Multiscale investigation of self-consolidating earthen materials using a novel concrete-equivalent mortar approach

Abstract

Earth-based materials have been used since ancient times due to their low environmental impact and superior thermal performance. The rammed earth (RE) method, as a common earthen construction, consists in casting the material layer-by-layer, which is time-consuming, labor-intensive, and energy consuming. Designing self-consolidating earth concrete (SCEC) can speed up the construction process and overcome the disadvantages of conventional RE and enhance its performance. Achieving high fluidity and adequate compressive strength for early demolding is challenging because of the presence of clay and low cement content, respectively.

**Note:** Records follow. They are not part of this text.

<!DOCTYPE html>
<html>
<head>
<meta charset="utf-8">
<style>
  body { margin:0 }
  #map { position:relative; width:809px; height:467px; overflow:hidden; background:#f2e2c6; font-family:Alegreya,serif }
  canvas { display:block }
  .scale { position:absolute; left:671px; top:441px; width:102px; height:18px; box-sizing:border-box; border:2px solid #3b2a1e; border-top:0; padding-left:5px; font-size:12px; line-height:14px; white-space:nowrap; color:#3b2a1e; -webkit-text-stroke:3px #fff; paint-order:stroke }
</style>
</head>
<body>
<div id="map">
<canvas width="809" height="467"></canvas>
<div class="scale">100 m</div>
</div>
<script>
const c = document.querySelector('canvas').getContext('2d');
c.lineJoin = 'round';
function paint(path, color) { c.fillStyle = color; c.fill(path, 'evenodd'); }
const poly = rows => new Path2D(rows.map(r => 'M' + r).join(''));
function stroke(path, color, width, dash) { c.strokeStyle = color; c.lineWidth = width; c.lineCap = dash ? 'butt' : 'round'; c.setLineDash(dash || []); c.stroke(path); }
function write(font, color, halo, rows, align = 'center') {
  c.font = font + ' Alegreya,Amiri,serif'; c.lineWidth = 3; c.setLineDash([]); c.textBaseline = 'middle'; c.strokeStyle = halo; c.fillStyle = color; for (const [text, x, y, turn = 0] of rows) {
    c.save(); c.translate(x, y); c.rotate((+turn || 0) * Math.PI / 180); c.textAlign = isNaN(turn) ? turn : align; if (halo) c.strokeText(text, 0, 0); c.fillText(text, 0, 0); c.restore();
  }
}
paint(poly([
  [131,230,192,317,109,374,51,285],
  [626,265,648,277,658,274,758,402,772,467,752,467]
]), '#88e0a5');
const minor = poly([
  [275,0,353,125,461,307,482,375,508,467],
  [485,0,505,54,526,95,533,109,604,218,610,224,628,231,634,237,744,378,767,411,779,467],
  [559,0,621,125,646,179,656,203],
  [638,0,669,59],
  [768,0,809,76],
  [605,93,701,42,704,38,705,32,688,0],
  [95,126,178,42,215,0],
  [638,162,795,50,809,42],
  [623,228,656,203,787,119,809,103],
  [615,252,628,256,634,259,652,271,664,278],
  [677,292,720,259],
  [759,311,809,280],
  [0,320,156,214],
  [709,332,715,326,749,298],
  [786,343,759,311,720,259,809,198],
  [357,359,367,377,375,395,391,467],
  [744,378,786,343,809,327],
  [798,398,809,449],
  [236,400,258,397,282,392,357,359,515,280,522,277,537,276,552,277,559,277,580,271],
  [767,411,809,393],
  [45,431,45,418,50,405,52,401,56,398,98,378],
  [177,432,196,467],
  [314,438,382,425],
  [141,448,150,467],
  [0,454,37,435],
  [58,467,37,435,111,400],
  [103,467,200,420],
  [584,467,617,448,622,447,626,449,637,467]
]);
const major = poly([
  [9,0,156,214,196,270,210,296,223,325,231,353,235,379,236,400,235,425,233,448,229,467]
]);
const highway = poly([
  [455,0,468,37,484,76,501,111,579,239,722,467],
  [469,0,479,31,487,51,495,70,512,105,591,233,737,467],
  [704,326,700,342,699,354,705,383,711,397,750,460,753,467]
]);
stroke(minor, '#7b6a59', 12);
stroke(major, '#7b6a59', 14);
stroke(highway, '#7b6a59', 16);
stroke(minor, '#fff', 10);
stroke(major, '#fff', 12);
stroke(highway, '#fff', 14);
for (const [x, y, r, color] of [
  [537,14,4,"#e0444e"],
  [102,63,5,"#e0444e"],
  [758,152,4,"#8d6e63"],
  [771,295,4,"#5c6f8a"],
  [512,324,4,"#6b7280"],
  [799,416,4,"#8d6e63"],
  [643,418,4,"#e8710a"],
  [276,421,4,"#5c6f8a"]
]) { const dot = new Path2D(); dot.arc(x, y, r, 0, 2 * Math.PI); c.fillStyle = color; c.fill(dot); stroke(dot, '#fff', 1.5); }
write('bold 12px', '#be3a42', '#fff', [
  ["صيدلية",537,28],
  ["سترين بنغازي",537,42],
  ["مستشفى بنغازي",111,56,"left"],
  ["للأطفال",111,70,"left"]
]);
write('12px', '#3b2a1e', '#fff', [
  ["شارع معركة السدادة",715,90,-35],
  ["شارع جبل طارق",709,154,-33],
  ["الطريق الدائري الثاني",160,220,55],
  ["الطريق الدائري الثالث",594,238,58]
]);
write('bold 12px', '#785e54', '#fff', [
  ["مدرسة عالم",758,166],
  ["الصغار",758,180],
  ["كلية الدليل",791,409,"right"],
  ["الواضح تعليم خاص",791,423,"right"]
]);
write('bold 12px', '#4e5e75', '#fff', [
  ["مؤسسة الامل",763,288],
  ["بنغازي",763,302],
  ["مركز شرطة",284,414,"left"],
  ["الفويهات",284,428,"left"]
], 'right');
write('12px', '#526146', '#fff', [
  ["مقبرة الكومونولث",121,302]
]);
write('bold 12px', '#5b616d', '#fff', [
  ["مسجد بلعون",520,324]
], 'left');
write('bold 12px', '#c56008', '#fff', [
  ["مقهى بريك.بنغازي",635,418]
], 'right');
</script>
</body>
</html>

Moreover, diversity of existing soil types does not allow to propose a universal mixture proportioning approach. In this study, workability, drying shrinkage, and compressive strength of SCEC mixtures were evaluated using a new concrete-equivalent mortar (CEM) approach to facilitate the optimization process and reduce the number of experiments and materials. The approach is mainly based on optimizing the excess paste (EP) thickness to consider the variation of packing density of the granular skeleton. The mixture parameters included the water-to-powder ratio (W/P), volumetric sand-to-total aggregate ratio (S/A), and the excess paste thickness. Good correlations between the investigated CEMs and their corresponding concrete mixtures were established. According to the carried-out ANOVA analysis, the main influencing parameters on workability, drying shrinkage, and compressive strength of SCEC include the specific surface area and Atterberg limits of the ternary binder system, W/P, paste volume, and EP thickness.